What are some things that can be done by teachers and parents to help teenagers improve their organizational skills?

  1. Discuss with the student the lack of organization that you have observed. The first thing that must be done is to talk with the young person privately about. how you feel the lack of organization is creating havoc. Explain how you judge that it is interfering with progress in school and in life, and furthermore, that it will probably only get worse.
  2. Get the student to admit that the lack of organization is a problem. Ownership of this as a problem is essential if progress is to be made. A few chats may be required before you feel that you have a commitment from the student to want to improve.
  3. The teenager will need assistance in putting organization into his life.
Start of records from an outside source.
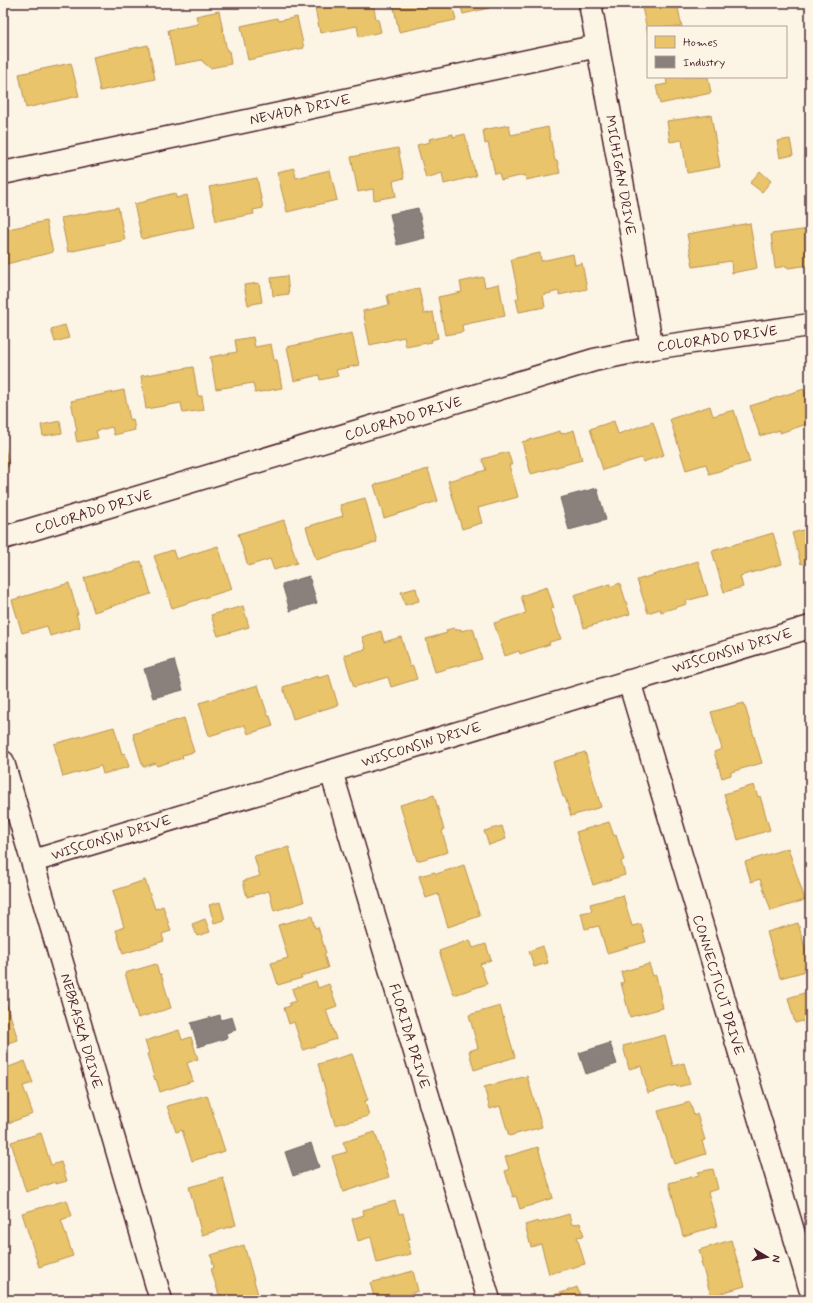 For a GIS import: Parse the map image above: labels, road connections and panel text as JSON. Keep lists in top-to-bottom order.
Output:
{
  "streets": {
    "street": [
      "NEVADA DRIVE",
      "MICHIGAN DRIVE",
      "COLORADO DRIVE",
      "WISCONSIN DRIVE",
      "CONNECTICUT DRIVE",
      "NEBRASKA DRIVE",
      "FLORIDA DRIVE"
    ]
  },
  "crossings": [
    ["NEVADA DRIVE", "MICHIGAN DRIVE"],
    ["MICHIGAN DRIVE", "COLORADO DRIVE"],
    ["WISCONSIN DRIVE", "CONNECTICUT DRIVE"],
    ["WISCONSIN DRIVE", "NEBRASKA DRIVE"],
    ["WISCONSIN DRIVE", "FLORIDA DRIVE"]
  ],
  "legend": ["Homes", "Industry"],
  "north": "right"
}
If you are the parent, help your child to reorganize the bedroom. Purchase closet organizers so that every sweater has its location, every shirt has a hanger, every pair of shoes has its own location. Be certain that a laundry hamper is in the room and within easy reach. I know a young wife who "took the bull by the horns" and told her disorganized husband that she had put the laundry hamper beside the bed on his side. "Then you will have to trip over it to get out of the room. Perhaps now you can get your clothes in the basket!" It worked.
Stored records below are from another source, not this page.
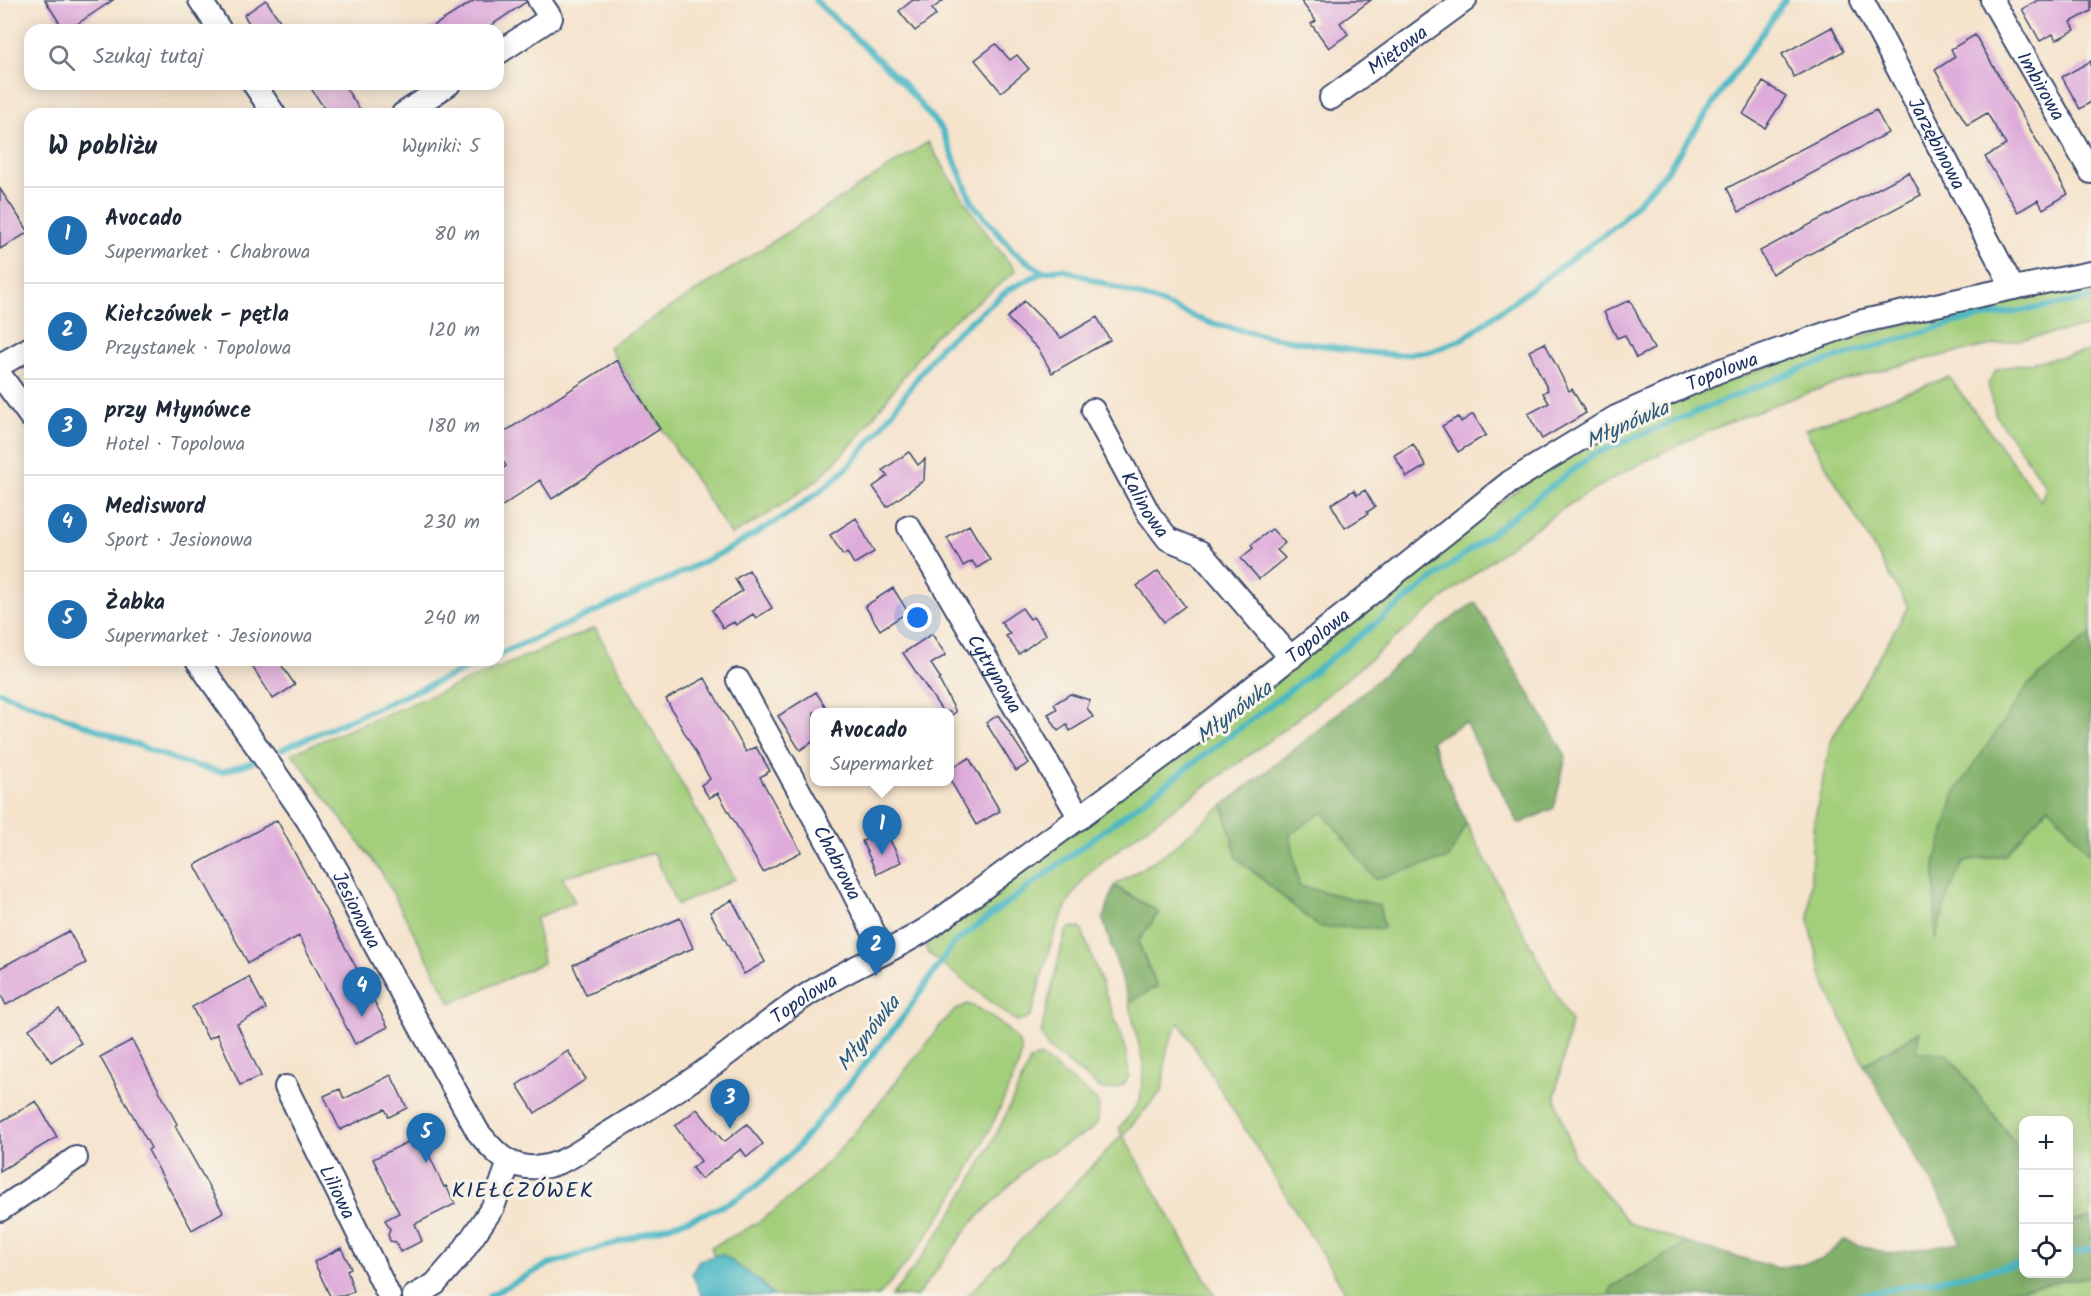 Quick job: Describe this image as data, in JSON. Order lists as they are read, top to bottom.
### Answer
{
  "streets": {
    "street": [
      "Miętowa",
      "Imbirowa",
      "Jarzębinowa",
      "Topolowa",
      "Kalinowa",
      "Cytrynowa",
      "Chabrowa",
      "Jesionowa",
      "Liliowa"
    ]
  },
  "crossings": [
    ["Jarzębinowa", "Topolowa"],
    ["Topolowa", "Kalinowa"],
    ["Topolowa", "Cytrynowa"],
    ["Topolowa", "Chabrowa"],
    ["Topolowa", "Jesionowa"]
  ],
  "districts": ["KIEŁCZÓWEK"],
  "water": ["Młynówka"],
  "page": {
    "search": "Szukaj tutaj",
    "heading": ["W pobliżu", "Wyniki: 5"],
    "list": [
      {
        "mark": "1",
        "name": "Avocado",
        "note": "Supermarket · Chabrowa",
        "value": "80 m"
      },
      {
        "mark": "2",
        "name": "Kiełczówek - pętla",
        "note": "Przystanek · Topolowa",
        "value": "120 m"
      },
      {
        "mark": "3",
        "name": "przy Młynówce",
        "note": "Hotel · Topolowa",
        "value": "180 m"
      },
      {
        "mark": "4",
        "name": "Medisword",
        "note": "Sport · Jesionowa",
        "value": "230 m"
      },
      {
        "mark": "5",
        "name": "Żabka",
        "note": "Supermarket · Jesionowa",
        "value": "240 m"
      }
    ],
    "popup": ["Avocado", "Supermarket"],
    "pins": [
      "1",
      "2",
      "4",
      "3",
      "5"
    ],
    "map_buttons": ["+", "−"]
  }
}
    If you don't get along very well with your child during this stage of life, you may need to find someone else to tackle this task (a sibling or an aunt or uncle), Going it alone, you may only make it worse. Try to remind yourself that your child isn't deliberately trying to disobey you. She really doesn’t know how to organize her belongings.

  4. A planner is a must. The disorganized person needs to have a daily planner and use it every day. Sunday afternoons need to include 30 to 60 minutes when the "student plans the week as much as possible. This needs to include all standing appointments such as guitar lessons. As the week progresses, the planner should include homework assignments, studying for tests, free time, time for meals, and so forth.
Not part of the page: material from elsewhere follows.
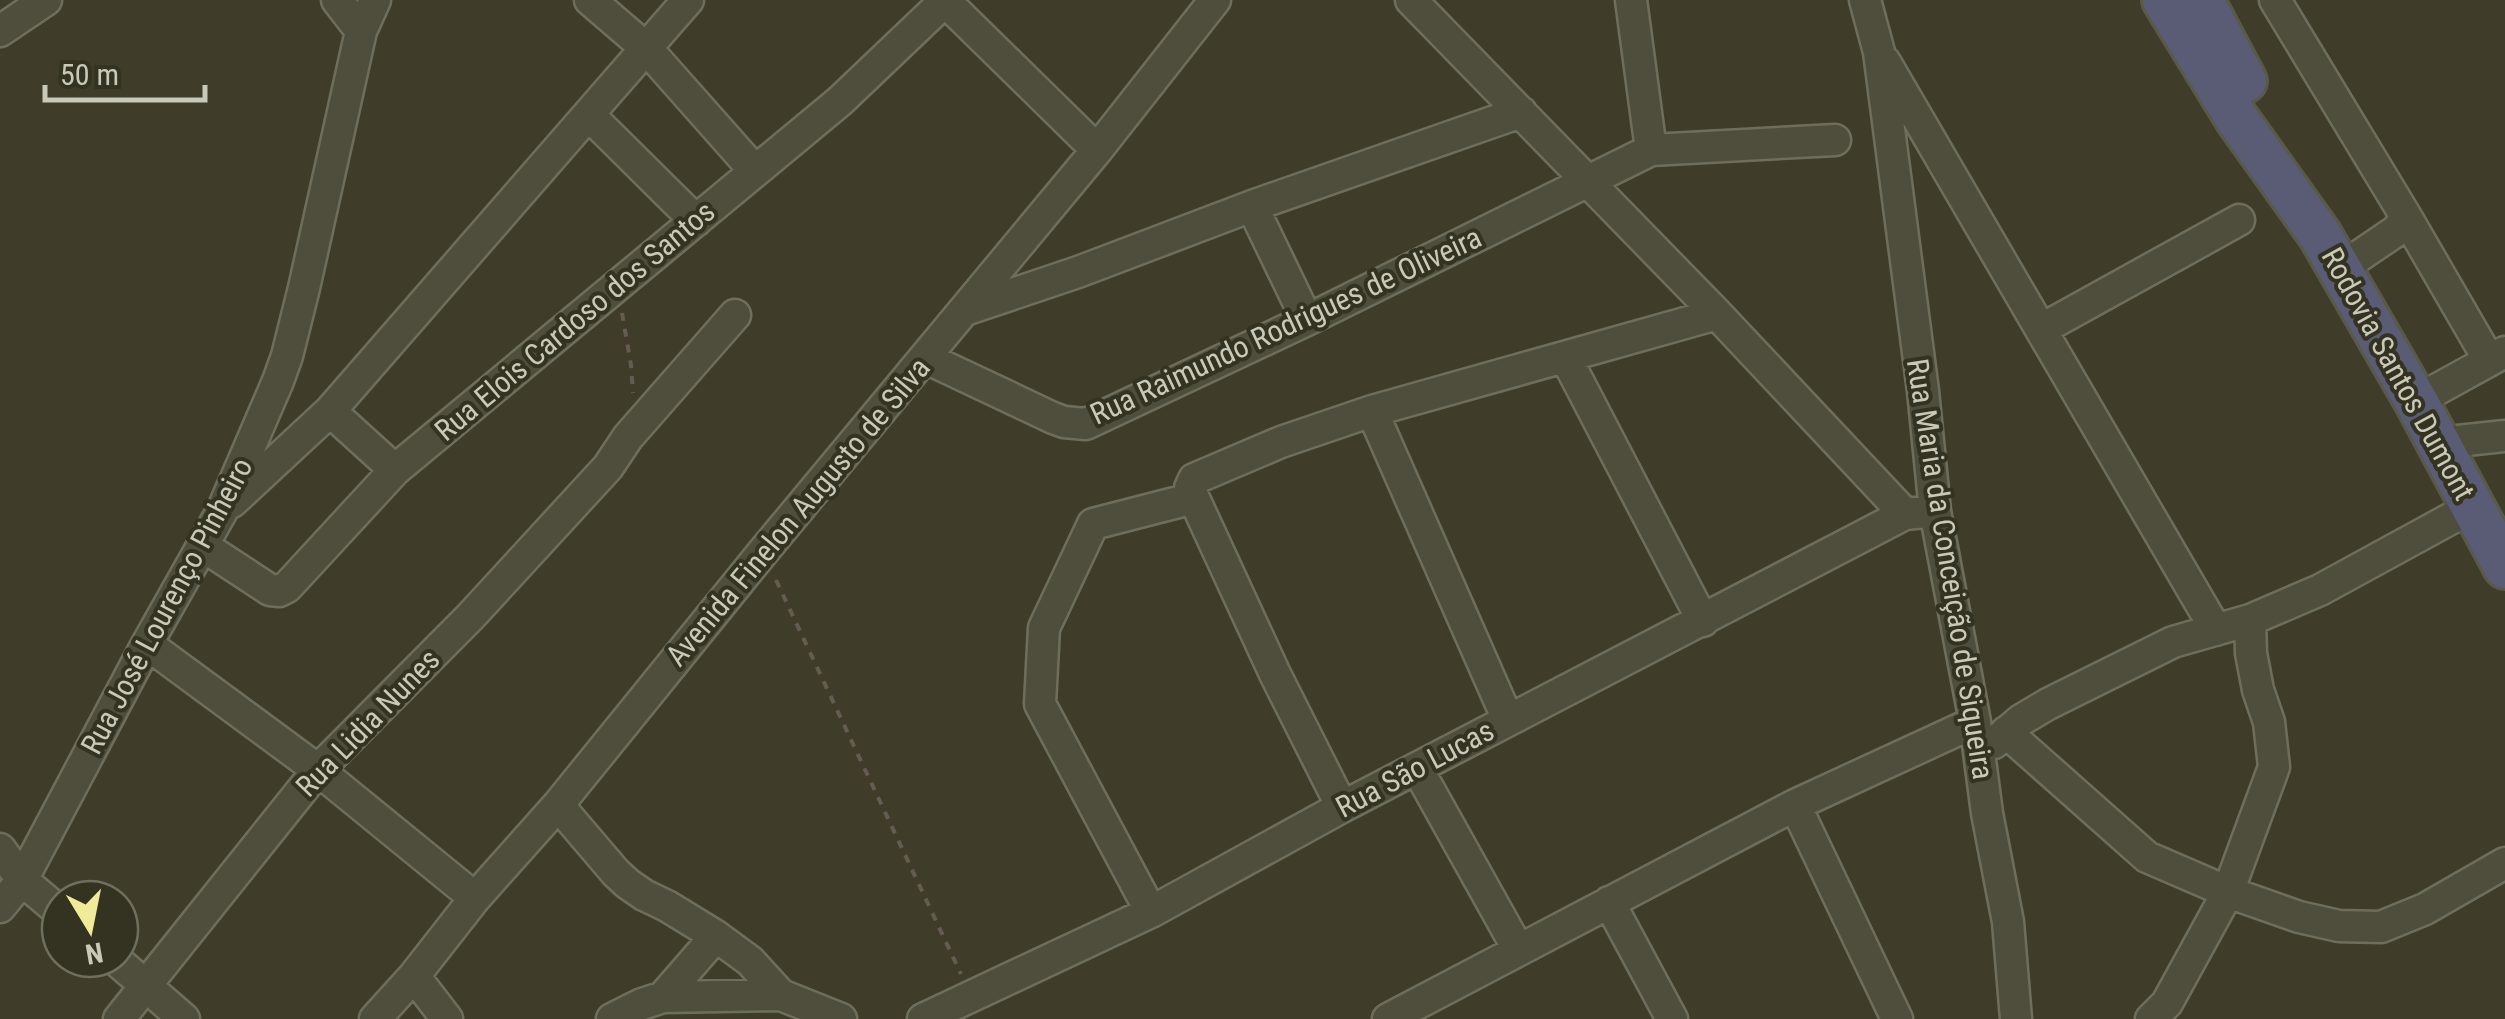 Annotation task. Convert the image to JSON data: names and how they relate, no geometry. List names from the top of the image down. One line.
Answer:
{"streets":{"highway":["Rodovia Santos Dumont"],"street":["Rua Elois Cardoso dos Santos","Rua Raimundo Rodrigues de Oliveira","Avenida Finelon Augusto de Silva","Rua Maria da Conceição de Siqueira","Rua José Lourenço Pinheiro","Rua Lidia Nunes","Rua São Lucas"]},"crossings":[["Rua Elois Cardoso dos Santos","Rua José Lourenço Pinheiro"],["Rua Raimundo Rodrigues de Oliveira","Avenida Finelon Augusto de Silva"],["Rua Maria da Conceição de Siqueira","Rua São Lucas"]],"scale_bar":"50 m","north":"bottom"}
  5. Put a schedule on the disorganized student's closet door. Included should be such topics as laundry, telephone time, dates, homework, bedtime, morning wakeup time, and other items related to his weekly routines. The teenager should be involved in deciding what should be included in the schedule. If a parent is unable to help with this for various reasons, perhaps one of the student's teachers can do so. Or maybe a well-organized friend can communicate with the student more effectively to get the job done.
  6. Select clothing for the next day before going to bed at night. The student must select in advance what is to be worn to school the next day. The clothes should be hung on the closet door or another appropriate place.
  7. Put everything going to school at the front door before going to bed. The student must collect all books, papers, notebooks, and, writing instruments, put them in the book bag, and place them outside the bedroom door or at the front door. If there is a completed homework assignment for the next day, be sure that this is in the book bag. This will eliminate many frantic mornings of last-minute searches.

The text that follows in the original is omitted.